The infant's oval grave was much smaller than the adults' tomb, measuring 1.75 m long, 0.8 m wide and 0.3 m deep. Beneath a layer of reeds, the grave was covered by a 1.3 m slab of poplar wood. About 0.8 m northwest of the grave, archaeologists found another sheep's head buried in a separate hole.
== Condition and preservation ==
Cherchen Man is an exceptionally well-preserved Tarim mummy. His body was naturally mummified by the arid conditions of the Tarim Basin rather than through deliberate embalming. Soft tissues and other organic materials survived in remarkable condition, allowing archaeologists to examine the burial and its contents in unusual detail.

The cemetery was situated in salt-rich sandy soil in an area known locally as Tuzluqqash ("salt rock"), conditions that helped inhibit decay and preserve both the human remains and associated organic materials.

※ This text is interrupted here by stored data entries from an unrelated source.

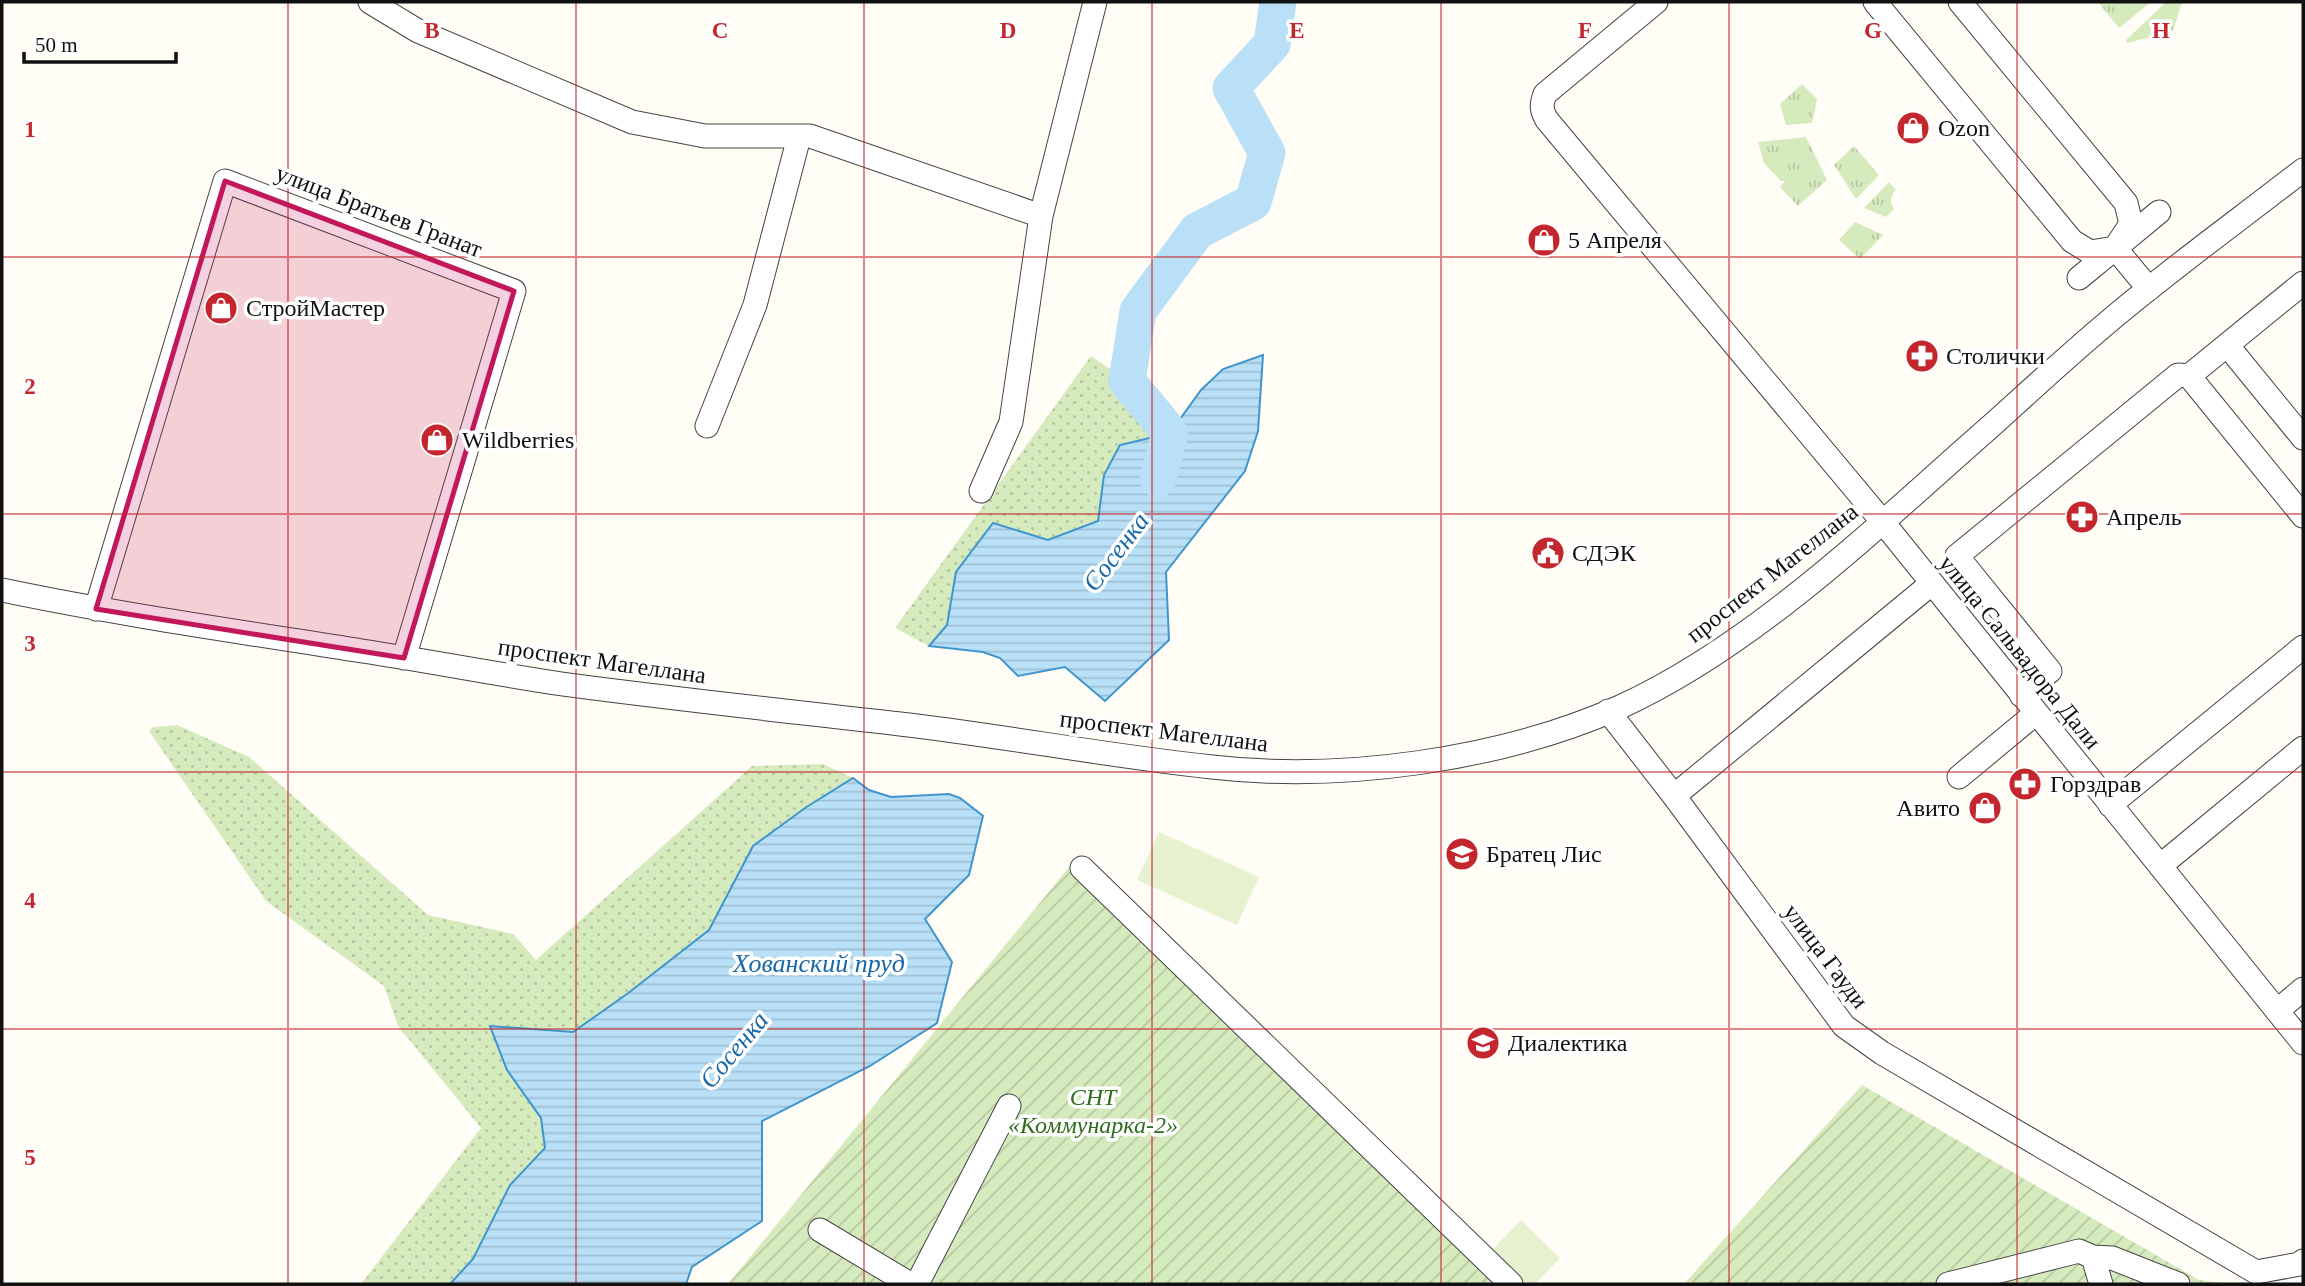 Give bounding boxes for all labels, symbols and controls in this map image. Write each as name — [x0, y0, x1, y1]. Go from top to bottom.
text: B — [424, 18, 440, 43]
text: C — [712, 18, 728, 43]
text: D — [1000, 18, 1016, 43]
text: E — [1289, 18, 1305, 43]
text: F — [1578, 18, 1592, 43]
text: G — [1864, 18, 1882, 43]
text: H — [2152, 18, 2170, 43]
scale bar — [24, 21, 177, 65]
text: 50 m — [35, 33, 78, 57]
shop icon: Ozon — [1894, 109, 1932, 147]
place label: Ozon — [1938, 115, 1990, 141]
text: 1 — [24, 117, 36, 142]
street label: улица Братьев Гранат — [272, 160, 486, 263]
shop icon: 5 Апреля — [1525, 221, 1563, 259]
place label: 5 Апреля — [1568, 227, 1662, 253]
shop icon: СтройМастер — [202, 289, 240, 327]
place label: СтройМастер — [246, 295, 385, 321]
pharmacy icon: Столички — [1903, 337, 1941, 375]
place label: Столички — [1946, 343, 2045, 369]
text: 2 — [24, 374, 36, 399]
shop icon: Wildberries — [418, 421, 456, 459]
place label: Wildberries — [462, 427, 574, 453]
street label: проспект Магеллана — [1681, 498, 1863, 648]
pharmacy icon: Апрель — [2063, 498, 2101, 536]
place label: Апрель — [2106, 504, 2182, 530]
water label: Сосенка — [1077, 507, 1155, 597]
public building icon: СДЭК — [1529, 534, 1567, 572]
place label: СДЭК — [1572, 540, 1637, 566]
street label: улица Сальвадора Дали — [1934, 550, 2106, 754]
text: 3 — [24, 631, 36, 656]
street label: проспект Магеллана — [496, 634, 708, 689]
street label: проспект Магеллана — [1058, 705, 1270, 757]
pharmacy icon: Горздрав — [2006, 765, 2044, 803]
place label: Горздрав — [2050, 771, 2141, 797]
shop icon: Авито — [1966, 789, 2004, 827]
place label: Авито — [1896, 795, 1960, 821]
school or university icon: Братец Лис — [1443, 835, 1481, 873]
place label: Братец Лис — [1486, 841, 1602, 867]
text: 4 — [24, 888, 36, 913]
street label: улица Гауди — [1778, 899, 1874, 1013]
water label: Хованский пруд — [732, 949, 905, 978]
water label: Сосенка — [694, 1006, 774, 1094]
school or university icon: Диалектика — [1464, 1024, 1502, 1062]
place label: Диалектика — [1508, 1030, 1628, 1056]
park label: СНТ «Коммунарка-2» — [1008, 1084, 1178, 1138]
text: 5 — [24, 1145, 36, 1170] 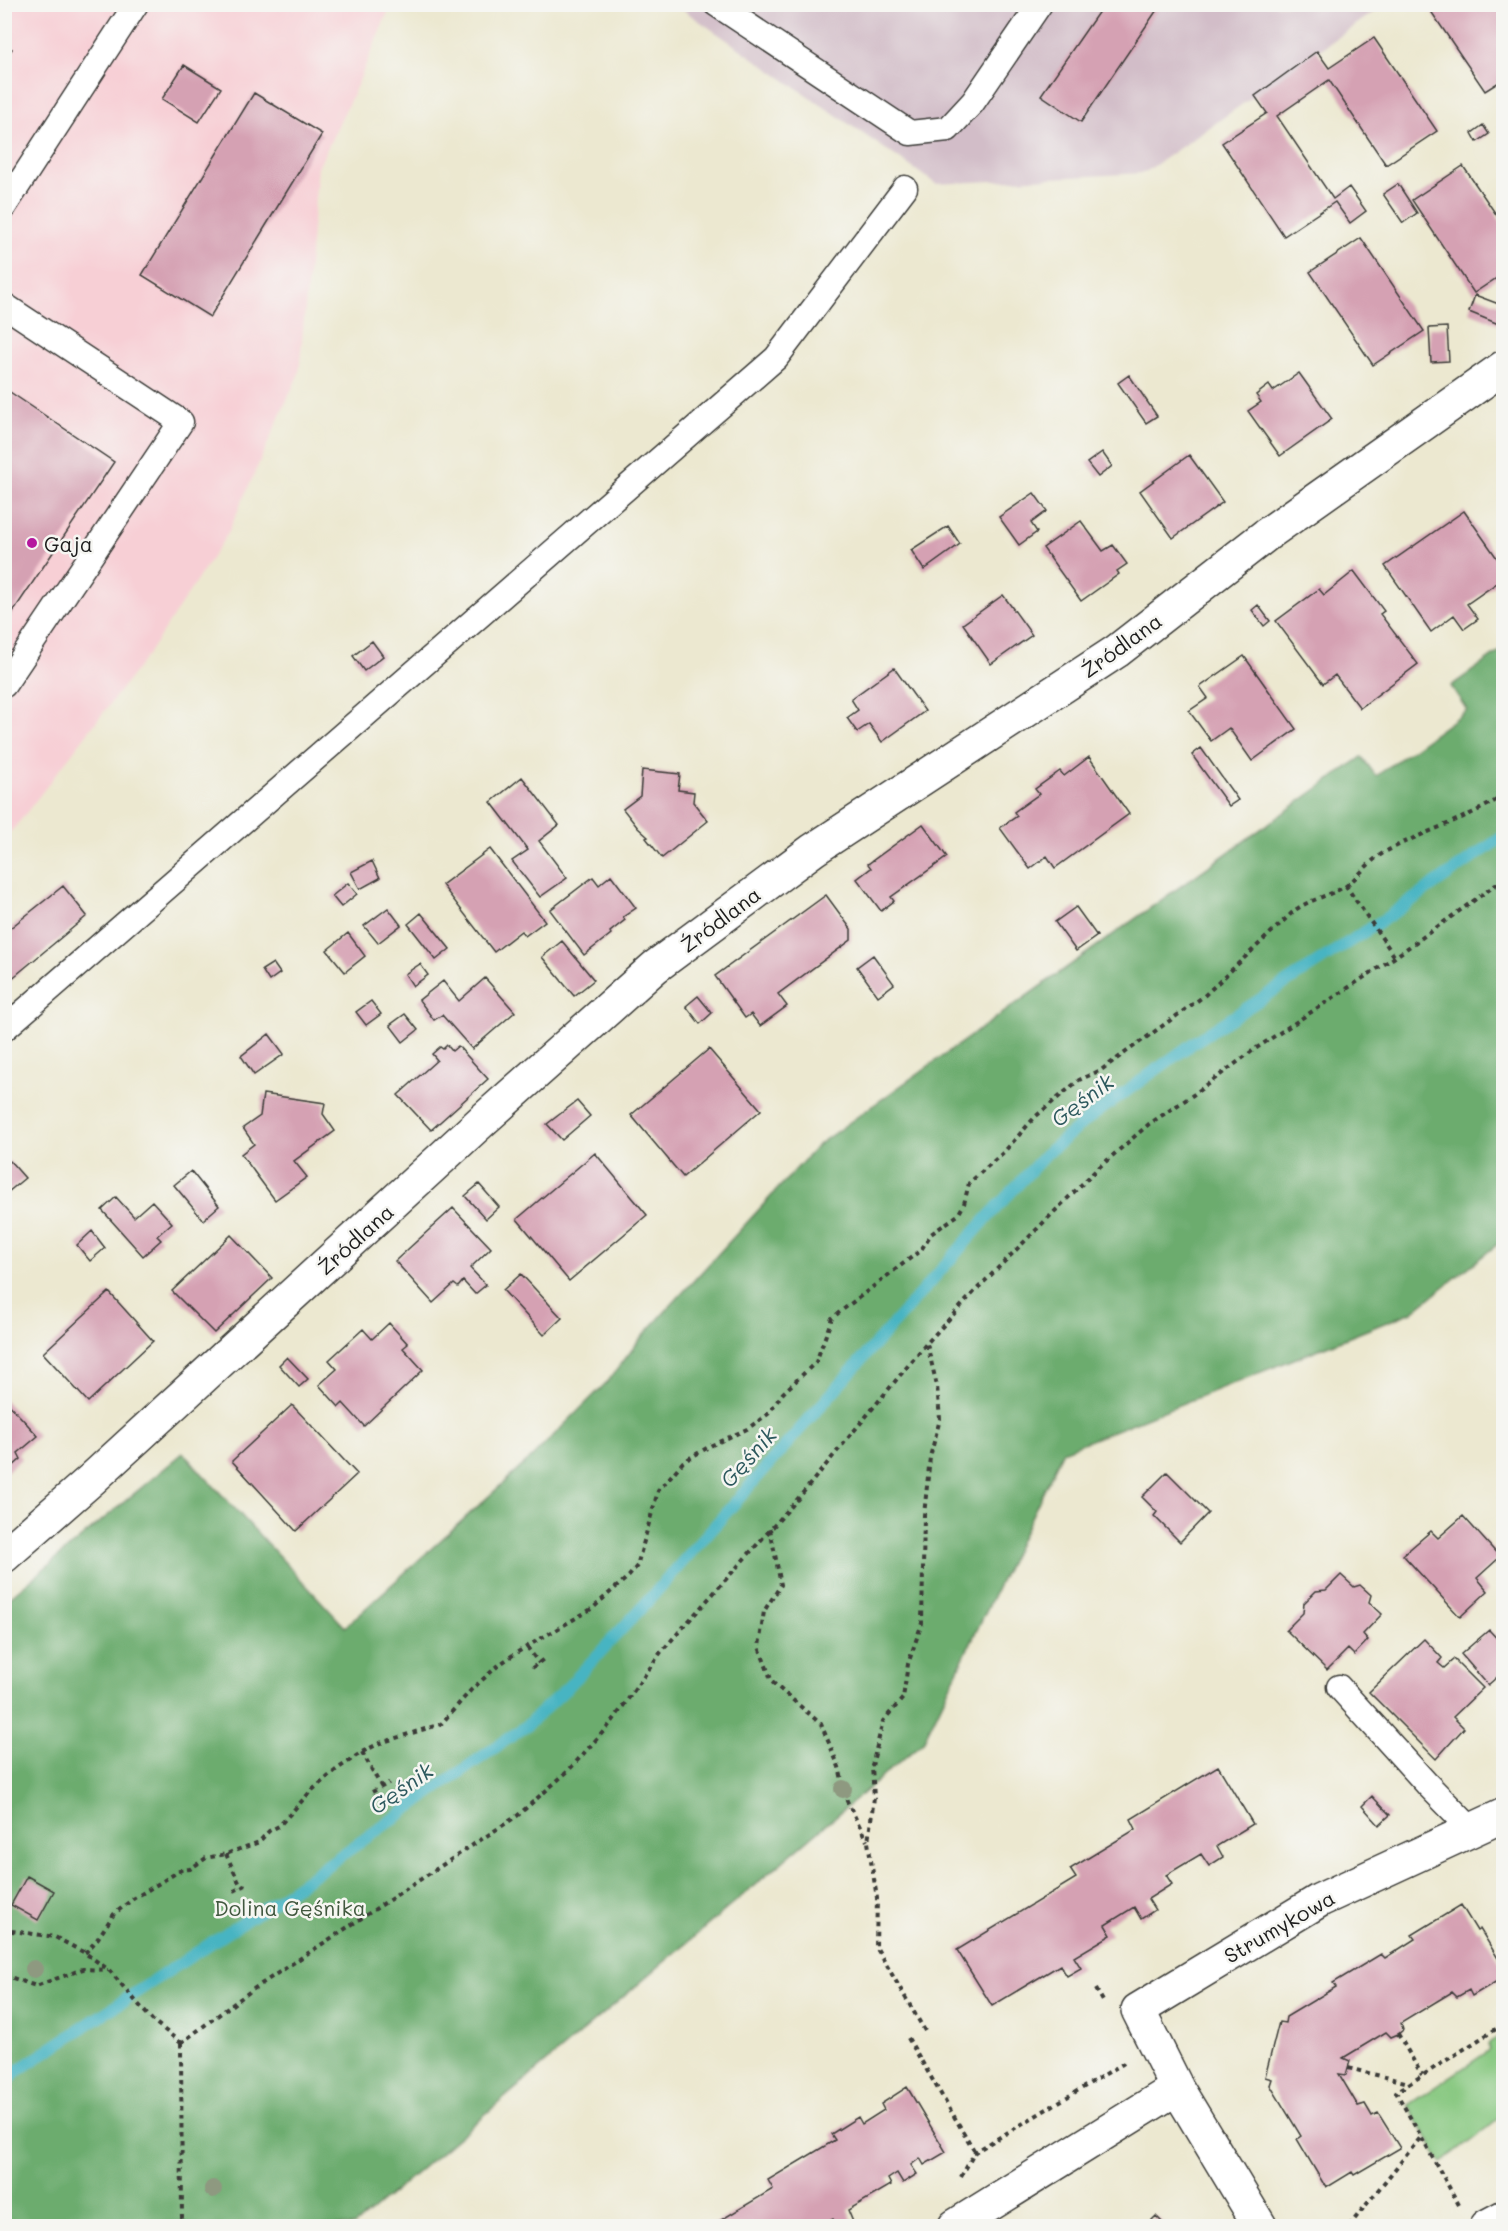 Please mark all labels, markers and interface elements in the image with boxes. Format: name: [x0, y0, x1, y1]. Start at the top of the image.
place label: Gaja: [44, 530, 93, 557]
marker: Gaja: [25, 536, 39, 550]
street label: Źródlana: [1075, 607, 1167, 683]
street label: Źródlana: [675, 880, 765, 958]
water label: Gęśnik: [1045, 1066, 1120, 1133]
street label: Źródlana: [311, 1198, 399, 1280]
water label: Gęśnik: [713, 1420, 784, 1493]
water label: Gęśnik: [363, 1755, 440, 1820]
street label: Strumykowa: [1219, 1883, 1339, 1969]
park label: Dolina Gęśnika: [214, 1894, 366, 1921]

Together with the region's arid climate, these environmental conditions helped preserve the burial and its contents for more than three millennia.
==Description==
The mummy is an adult male who is believed to have died around 1000 BC and is likely to have been aged around fifty years at the time of his death. His height is estimated at 176–178 cm. His hair was "reddish brown flecked with grey, framing high cheekbones", he had an aquiline "long nose, full lips and a ginger beard".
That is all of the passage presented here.